Do klasztoru w Walendowie Apostołka Miłosierdzia powróciła w marcu 1936 roku na około sześć tygodni, by potem na krótko pojechać do Derd, a następnie na stałe do Krakowa. Faustyna spotkała tu swoją przyszłą wicepostulatorkę w procesie kanonizacyjnym s. Beatę Piekut. Wtedy nowicjuszka s. Beata zapamiętała ją jako radosną i uśmiechniętą, która „jakby ze wszystkimi chciała podzielić się swoim szczęściem”. W „Dzienniczku” Faustyna napisała: „Kiedy przyjechałam do Walendowa, jedna z sióstr przy powitaniu powiedziała mi - że siostra do nas przyjechała, to już teraz będzie wszystko dobrze”. Ta siostra to prawdopodobnie s. Regina Jaworska. W Walendowie Faustyna pomagała w refektarzu i pracowała w kuchni tak zwanej dziecięcej, która znajdowała się na piętrze w domu wychowawczym. Gotowała dla więźniarek i wychowanek.

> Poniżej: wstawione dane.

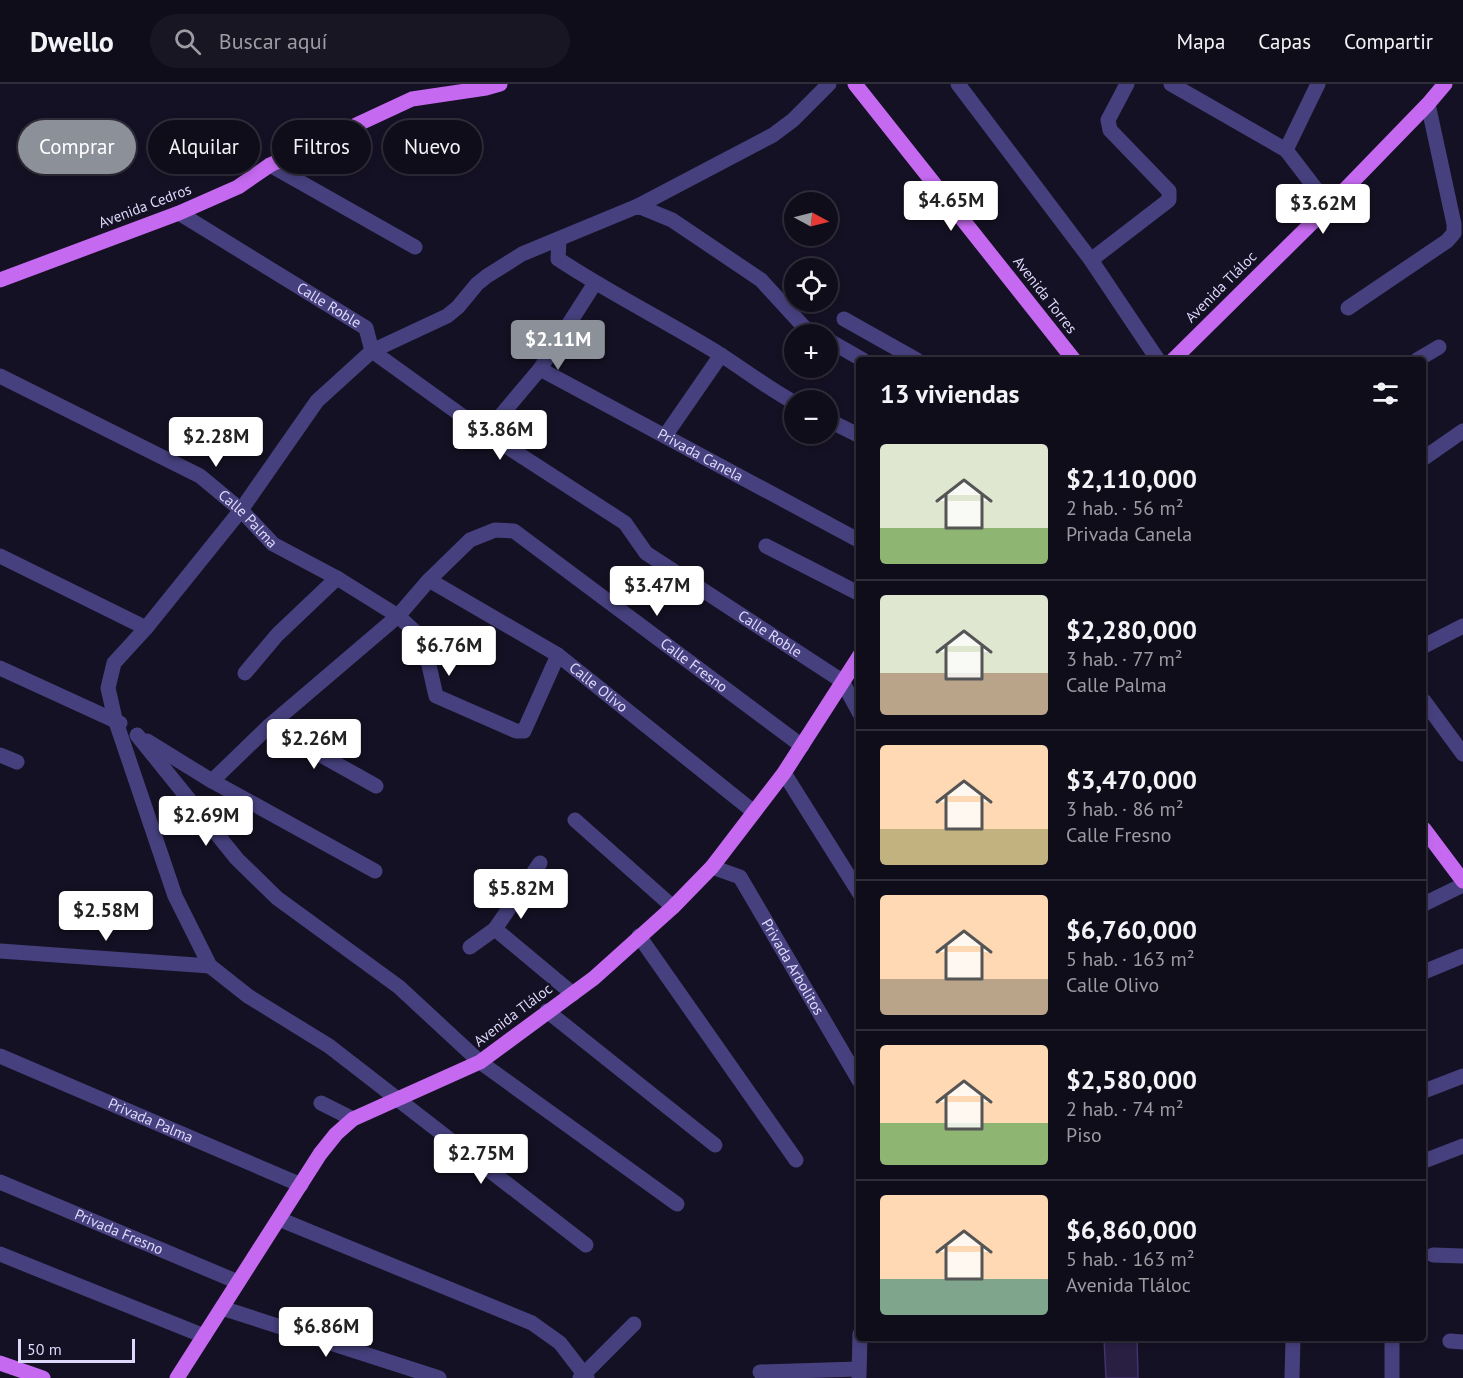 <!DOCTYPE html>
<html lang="es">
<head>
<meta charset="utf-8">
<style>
  body { margin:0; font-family:"PT Sans",sans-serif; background:#191624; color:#f1f3f6; height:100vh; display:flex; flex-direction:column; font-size:22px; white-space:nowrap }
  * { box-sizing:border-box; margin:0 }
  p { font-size:20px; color:#9c9ca3 }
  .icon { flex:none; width:33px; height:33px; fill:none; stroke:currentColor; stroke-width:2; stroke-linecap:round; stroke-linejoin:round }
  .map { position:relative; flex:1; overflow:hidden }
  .drawer { position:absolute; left:856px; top:273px; width:570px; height:984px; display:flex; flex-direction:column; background:#100d1b; border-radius:6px; box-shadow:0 3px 9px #0003,0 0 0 2px #302d3a }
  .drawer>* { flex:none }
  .banner { position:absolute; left:18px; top:36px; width:570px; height:54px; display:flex; gap:12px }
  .needle { width:39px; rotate:97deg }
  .fabs { position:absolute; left:784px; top:108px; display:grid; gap:12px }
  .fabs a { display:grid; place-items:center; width:54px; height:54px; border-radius:50%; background:#100d1b; box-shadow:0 3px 9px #0003,0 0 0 2px #302d3a; font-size:30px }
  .scale { position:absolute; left:18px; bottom:15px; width:117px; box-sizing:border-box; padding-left:6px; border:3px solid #ded8fb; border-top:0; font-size:16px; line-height:21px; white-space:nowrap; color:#ded8fb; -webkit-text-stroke:4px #151124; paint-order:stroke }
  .price { position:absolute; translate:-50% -51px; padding:0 14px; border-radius:6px; background:#fff; color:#222; font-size:20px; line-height:39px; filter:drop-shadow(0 2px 3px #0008) }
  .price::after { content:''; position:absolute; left:50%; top:36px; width:18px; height:14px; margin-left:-9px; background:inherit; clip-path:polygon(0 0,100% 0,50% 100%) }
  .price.selected { background:#8c9099; color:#fff }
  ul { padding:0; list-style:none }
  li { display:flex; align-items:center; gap:18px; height:150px; padding:0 24px }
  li+li { border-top:2px solid #302d3a }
  li span { display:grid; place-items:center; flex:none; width:168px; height:120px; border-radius:6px; color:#555 }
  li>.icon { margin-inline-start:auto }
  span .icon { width:72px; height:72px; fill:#fffc; stroke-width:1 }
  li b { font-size:26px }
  h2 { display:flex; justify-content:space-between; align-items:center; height:72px; padding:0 24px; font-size:26px }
  .tag { padding:0 21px; border-radius:27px; background:#100d1b; box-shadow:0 3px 9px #0003,0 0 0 2px #302d3a; font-size:21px; line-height:54px }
  .tag.selected { background:#8c9099; color:#fff }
  header { display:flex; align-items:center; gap:36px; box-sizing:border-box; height:84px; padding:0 30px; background:#100d1b; border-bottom:2px solid #302d3a }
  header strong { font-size:28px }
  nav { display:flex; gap:33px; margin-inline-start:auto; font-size:21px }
  .search { width:420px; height:54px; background:#191624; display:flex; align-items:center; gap:15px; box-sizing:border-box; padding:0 21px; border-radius:33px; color:#9c9ca3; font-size:22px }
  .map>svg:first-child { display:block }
  .building { fill:#281f43; stroke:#42336d; stroke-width:1.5 }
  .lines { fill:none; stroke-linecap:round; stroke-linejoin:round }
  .minor { stroke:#46417e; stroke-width:15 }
  .major { stroke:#c56af0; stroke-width:15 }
  .labels { text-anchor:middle; stroke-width:5; stroke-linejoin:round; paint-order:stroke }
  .street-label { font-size:15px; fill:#ded8fb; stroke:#151124 }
</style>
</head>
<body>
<header>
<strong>Dwello</strong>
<div class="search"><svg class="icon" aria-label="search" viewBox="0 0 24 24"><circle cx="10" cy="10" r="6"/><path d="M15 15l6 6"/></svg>Buscar aquí</div>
<nav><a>Mapa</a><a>Capas</a><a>Compartir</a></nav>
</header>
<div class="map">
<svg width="1463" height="1294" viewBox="0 0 1463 1294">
  <rect width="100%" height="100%" fill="#151124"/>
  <path class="building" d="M 1104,1254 L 1137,1254 L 1138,1294 L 1106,1294 Z"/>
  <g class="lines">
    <g class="minor">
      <path d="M 958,0 L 1091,176 L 1158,276"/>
      <path d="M 1171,0 L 1286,66 L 1318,0"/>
      <path d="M 1286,66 L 1329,122"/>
      <path d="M 270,81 L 415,163"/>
      <path d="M 638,122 L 773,51 L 793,36 L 829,0"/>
      <path id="s1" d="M 179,129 L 366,244 L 372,267 L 486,349 L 625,439 L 646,469 L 842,597 L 860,630"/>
      <path d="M 559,156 L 558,175 C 611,210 668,238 721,271 C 746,287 769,305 795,319"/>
      <path d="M 1091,176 L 1169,116 L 1169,107 L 1110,46 L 1108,36 L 1127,0"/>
      <path d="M 1348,224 L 1447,157 L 1454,149 L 1454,140 L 1428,20"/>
      <path d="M 844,235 L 917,276"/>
      <path d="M 828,256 L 863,276"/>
      <path d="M 1417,276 L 1439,263"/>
      <path id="s2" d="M 540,285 L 860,457"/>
      <path id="s3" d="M 0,292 L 200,392 L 241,426 L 273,460 L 337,494 L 398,532 L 423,555 L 436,612 L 516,647 L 524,647 L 558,571"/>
      <path d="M 828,336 L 860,352"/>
      <path d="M 486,349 L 540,285 L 595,199"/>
      <path d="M 665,352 L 721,271"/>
      <path d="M 1424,374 L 1463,347"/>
      <path d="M 766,462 L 860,510"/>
      <path d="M 0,472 L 146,544"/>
      <path id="s4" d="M 429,496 L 558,571 L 754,728"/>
      <path d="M 1424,562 L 1463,542"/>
      <path d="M 0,584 L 120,639"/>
      <path d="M 245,589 L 277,551 L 337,494"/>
      <path d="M 1424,617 L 1463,670"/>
      <path d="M 269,642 L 376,702"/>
      <path d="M 137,651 L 237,775 L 277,814 L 399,903 L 480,978 L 677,1120"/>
      <path d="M 147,657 L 212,697 L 375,787"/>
      <path d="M 0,671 L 17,678"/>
      <path d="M 784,689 L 860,810"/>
      <path id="s5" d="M 212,697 L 269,642 L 398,532 L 429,496 L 470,456 L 495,446 L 514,447 L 802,662"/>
      <path d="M 575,736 L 673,823"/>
      <path id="s6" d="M 712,783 L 740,793 L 860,998"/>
      <path d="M 1424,820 L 1463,801"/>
      <path d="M 495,845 L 573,910"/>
      <path d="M 639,852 L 796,1076"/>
      <path d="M 470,863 L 495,845 L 540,779"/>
      <path d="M 0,867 L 210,882"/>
      <path d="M 1424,888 L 1463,872"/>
      <path d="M 547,927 L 715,1061"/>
      <path id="s7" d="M 0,972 L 301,1101"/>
      <path d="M 1424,1007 L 1463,992"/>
      <path d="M 321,1019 L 353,1035"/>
      <path d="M 1424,1077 L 1463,1062"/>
      <path id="s8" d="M 0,1098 L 238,1198"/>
      <path d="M 279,1135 L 532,1239 L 560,1259 L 587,1294"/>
      <path d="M 586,1161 L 329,962 L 248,912 L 210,882 L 175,812 L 115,635 L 108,604 L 114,579 L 146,544 L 241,426 L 317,317 L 372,267 L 447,232 L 458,223 L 477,200 L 487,192 L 522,170 L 638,122 L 672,136 L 761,196 L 804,243 L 817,250"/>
      <path d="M 0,1170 L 204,1252"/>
      <path d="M 1433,1171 L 1463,1172"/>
      <path d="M 222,1224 L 439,1294"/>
      <path d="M 1392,1254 L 1392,1294"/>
      <path d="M 1450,1257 L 1463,1258"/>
      <path d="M 760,1288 L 858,1285"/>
      <path d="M 859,1292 L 860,1250"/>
      <path d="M 580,1294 L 634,1240"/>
      <path d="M 1292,1294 L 1293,1254"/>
    </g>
    <path class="major" d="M 855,0 L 1074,276
      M 0,196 L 179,129 L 238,103 L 270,81 L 412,15 L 486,4 L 500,0
      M 1173,276 L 1329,122 L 1428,20 L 1445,0
      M 1424,745 L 1463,797
      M 0,1279 L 43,1294
      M 177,1294 L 320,1070 L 336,1050 L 353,1035 L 480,978 L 594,894 L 673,823 L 712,783 L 784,689 L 860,571"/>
  </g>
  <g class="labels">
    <g class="street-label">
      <text transform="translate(145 122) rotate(-21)" y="5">Avenida Cedros</text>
      <text transform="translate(1221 203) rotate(-45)" y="5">Avenida Tláloc</text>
      <text transform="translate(1045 211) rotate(52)" y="5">Avenida Torres</text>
      <text dy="5" stroke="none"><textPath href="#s1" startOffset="176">Calle Roble</textPath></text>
      <text dy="5" stroke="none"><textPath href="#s2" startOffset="182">Privada Canela</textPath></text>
      <text dy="5" stroke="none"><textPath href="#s3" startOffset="288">Calle Palma</textPath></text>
      <text dy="5" stroke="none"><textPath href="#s1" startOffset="734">Calle Roble</textPath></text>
      <text dy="5" stroke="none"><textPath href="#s5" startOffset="624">Calle Fresno</textPath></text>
      <text dy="5" stroke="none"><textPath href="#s4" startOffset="201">Calle Olivo</textPath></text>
      <text dy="5" stroke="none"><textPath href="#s6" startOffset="134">Privada Arbolitos</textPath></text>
      <text transform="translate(513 931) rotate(-37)" y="5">Avenida Tláloc</text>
      <text dy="5" stroke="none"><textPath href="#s7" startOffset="164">Privada Palma</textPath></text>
      <text dy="5" stroke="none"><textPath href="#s8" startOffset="129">Privada Fresno</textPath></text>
    </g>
  </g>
</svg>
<div class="fabs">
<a><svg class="needle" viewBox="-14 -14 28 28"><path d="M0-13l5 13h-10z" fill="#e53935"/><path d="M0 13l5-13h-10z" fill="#9c9ca3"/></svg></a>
<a><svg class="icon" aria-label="locate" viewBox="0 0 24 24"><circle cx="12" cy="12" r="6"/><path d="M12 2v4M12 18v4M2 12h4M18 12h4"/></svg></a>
<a>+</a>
<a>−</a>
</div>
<div class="scale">50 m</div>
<b class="price" style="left:951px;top:148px">$4.65M</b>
<b class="price" style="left:1323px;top:151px">$3.62M</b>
<b class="price selected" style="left:558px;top:287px">$2.11M</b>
<b class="price" style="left:500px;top:377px">$3.86M</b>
<b class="price" style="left:216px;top:384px">$2.28M</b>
<b class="price" style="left:657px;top:533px">$3.47M</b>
<b class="price" style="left:449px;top:593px">$6.76M</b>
<b class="price" style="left:314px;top:686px">$2.26M</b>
<b class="price" style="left:206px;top:763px">$2.69M</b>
<b class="price" style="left:521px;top:836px">$5.82M</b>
<b class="price" style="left:106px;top:858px">$2.58M</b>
<b class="price" style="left:481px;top:1101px">$2.75M</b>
<b class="price" style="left:326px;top:1274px">$6.86M</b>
<div class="banner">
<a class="tag selected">Comprar</a>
<a class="tag">Alquilar</a>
<a class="tag">Filtros</a>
<a class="tag">Nuevo</a>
</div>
<section class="drawer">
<h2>13 viviendas<svg class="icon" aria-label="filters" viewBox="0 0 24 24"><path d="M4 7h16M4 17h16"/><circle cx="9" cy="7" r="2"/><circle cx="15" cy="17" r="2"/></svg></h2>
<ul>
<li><span style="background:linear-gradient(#dfe7d0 70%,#8fb573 0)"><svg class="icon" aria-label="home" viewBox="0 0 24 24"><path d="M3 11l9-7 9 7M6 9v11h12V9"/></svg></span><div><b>$2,110,000</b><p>2 hab. · 56 m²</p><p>Privada Canela</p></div></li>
<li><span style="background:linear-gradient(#dfe7d0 65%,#b9a48a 0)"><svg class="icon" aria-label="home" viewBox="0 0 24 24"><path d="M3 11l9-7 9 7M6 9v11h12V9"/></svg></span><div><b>$2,280,000</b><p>3 hab. · 77 m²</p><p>Calle Palma</p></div></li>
<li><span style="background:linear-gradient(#ffd9b3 70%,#c2b280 0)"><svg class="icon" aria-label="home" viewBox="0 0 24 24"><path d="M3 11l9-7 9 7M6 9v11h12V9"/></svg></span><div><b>$3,470,000</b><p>3 hab. · 86 m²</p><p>Calle Fresno</p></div></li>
<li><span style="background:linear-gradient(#ffd9b3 70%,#b9a48a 0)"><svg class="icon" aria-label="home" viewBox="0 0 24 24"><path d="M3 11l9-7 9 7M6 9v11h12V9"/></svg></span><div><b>$6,760,000</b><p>5 hab. · 163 m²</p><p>Calle Olivo</p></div></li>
<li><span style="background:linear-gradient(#ffd9b3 65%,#8fb573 0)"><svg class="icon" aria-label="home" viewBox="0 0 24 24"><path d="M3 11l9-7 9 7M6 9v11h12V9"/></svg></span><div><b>$2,580,000</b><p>2 hab. · 74 m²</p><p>Piso</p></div></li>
<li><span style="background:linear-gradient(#ffd9b3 70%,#7fa58c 0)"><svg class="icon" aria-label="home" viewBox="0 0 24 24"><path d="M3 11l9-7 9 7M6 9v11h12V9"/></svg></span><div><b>$6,860,000</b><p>5 hab. · 163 m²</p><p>Avenida Tláloc</p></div></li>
</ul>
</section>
</div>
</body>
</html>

W tej wspólnocie Faustyna przeżywała przygotowania do Wielkiego Tygodnia. W pierwszy piątek miesiąca przed Komunią św. ujrzała dużą puszkę napełnioną Hostiami: „Wtem usłyszałam głos: Te Hostie są przyjęte przez dusze, którym wyprosiłaś łaskę szczerego nawrócenia w czasie tego Wielkiego Postu, a było to na tydzień przed Wielkim Piątkiem. Dzień ten przepędziłam w wielkim skupieniu wewnętrznym, wyniszczając się na korzyść dusz”. Jej myśli koncentrowały się też na nowym zgromadzeniu, które miała założyć. Miało ono składać się z gałęzi kontemplacyjnej, czynnej i stowarzyszenia osób świeckich. Jednak w czasie spowiedzi kwartalnej spowiednik o. Bukowski powiedział jej, że to złudzenie. Na szczęście wszystko wyjaśniło się później, kiedy w Wielki Piątek ponownie przystąpiła do spowiedzi. Faustyna zrozumiała wtedy między innymi, że musi dużo modlić się za każdego swojego spowiednika, o światło Ducha Świętego dla niego.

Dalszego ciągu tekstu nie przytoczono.